The twins settled for a few minutes, their anxiety lulled by the fact that I had yet to leave them and Solomon’s anxiety about the party simultaneously rose in direct proportion to their calming. Following me through the house, he peppered me with nervous questions,
“Will there be people from the nursing home in the party?” he asked.
“Um, I’m not sure, honey,” I said.
“Will they see me in my costume?” he asked.
“Yes,” I replied.
“Are you going to dress up?” he asked.
“No,” I said.
“Then, I don’t want to wear a costume,” he declared.
I had been dreading this party from moment it was first mentioned, knowing that my son, so robust and cheerful at home, would be shy and clingy surrounded by strangers in a new place. Committed to accompanying him, I had hired a babysitter for the twins, despite my own teeth-clenching, foot-dragging antagonism toward it all.
“Solomon,” I said, “what if I wear a costume too?” Then I emerged from the back room wearing the fuzzy black antennae from my daughter’s ladybug costume.
“Ok,” he said, brightening, “you can be a black beetle.”
Then, I felt myself giving in, letting go a little more. “What if I’m a ladybug?” I asked. “I can steal Sophia’s costume.”
He approved of my decision and I had just enough time to gather the red and black-dotted wings and my camera before the babysitter arrived. Isaiah dissolved into a raging stream of tears, protesting my impending departure. I ran in circles grabbing the rest of the things we needed, carrying Levi in my arms and nearly made it out the door with him, but the sitter stopped me just in time, grabbing him from me with the words, “This one’s staying here.”
Then we were off, on our way to a party I don’t want to go to, but also don’t want my son to miss. We drove through the rain to the nursing home and found his classmates in a large room coloring at a table while elderly people in wheelchairs sat in a wide circle around them. The residents watched the children, their eyes hungrily absorbing the beauty and innocence, the luxury of so much youth in one small space.
Solomon was clingy, shy and tired, overwhelmed by the noise, the crafts, the games. But I did my best to get into the spirit of things. I helped with glue and tore bits of tissue paper for a craft. I assured a child that it didn’t matter where he put the eyes on his pumpkin. I laughed with the other Moms over the resident who rode in on a wheelchair, pretending to scare the kids with a mask, all the while giving a growing peep show as his robe slid further and further open. I posed for a smiling picture with my son, a little Iron Man snuggled up on a ladybug’s lap.
By the time we returned home, though, I was over-stimulated and frustrated at my inability to love Halloween, to love loud parties and candy. The twins were exhausted and hungry and when I walked in the door they flew to me like magnets, pressing their tiny bodies onto mine in desperation.
It was all I could do to untangle myself from them, causing more tears and desperation, as I headed to the kitchen to make lunch. Solomon started sorting and dumping the morning’s haul of candy, dancing and singing and blowing the whistle from his party bag while the twins screamed from their highchairs, desperate to convey how deeply my had absence wronged them.

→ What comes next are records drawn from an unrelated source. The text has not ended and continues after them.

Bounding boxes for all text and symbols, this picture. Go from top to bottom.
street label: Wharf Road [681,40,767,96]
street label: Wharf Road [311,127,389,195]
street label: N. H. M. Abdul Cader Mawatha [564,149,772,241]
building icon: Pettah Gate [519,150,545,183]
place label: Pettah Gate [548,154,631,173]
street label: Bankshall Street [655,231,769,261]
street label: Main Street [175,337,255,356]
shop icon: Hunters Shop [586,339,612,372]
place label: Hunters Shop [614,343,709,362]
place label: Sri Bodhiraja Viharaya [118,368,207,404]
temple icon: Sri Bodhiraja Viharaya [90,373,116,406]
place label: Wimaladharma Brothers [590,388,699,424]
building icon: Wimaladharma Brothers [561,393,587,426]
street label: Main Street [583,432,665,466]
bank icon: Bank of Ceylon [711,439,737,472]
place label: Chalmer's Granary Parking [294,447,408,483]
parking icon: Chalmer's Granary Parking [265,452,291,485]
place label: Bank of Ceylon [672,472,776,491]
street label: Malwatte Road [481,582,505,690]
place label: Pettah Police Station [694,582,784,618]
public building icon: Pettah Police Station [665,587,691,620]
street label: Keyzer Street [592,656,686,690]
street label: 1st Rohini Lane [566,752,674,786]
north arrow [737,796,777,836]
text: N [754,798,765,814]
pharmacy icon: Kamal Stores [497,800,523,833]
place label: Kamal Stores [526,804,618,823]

Then I yelled, “Stop it!” and threw an apple-peel all the way across the kitchen. It hit one twin and bounced off and they both sat staring, shocked into silence and my son, that sweet four year old boy, offered to play his whistle to settle them down.
There are days when being a mother feels like dying a hundred tiny deaths. One hundred letting-go’s, a thousand surrenders to more noise, more movement, more demands than I feel capable of handling. I’m not complaining, I just want to be honest about the stretch of motherhood and how quickly, how fiercely, I shrink back from it.
I died a hundred little deaths that Halloween morning. But I know, thank God, that this dying, this surrender, makes me new again.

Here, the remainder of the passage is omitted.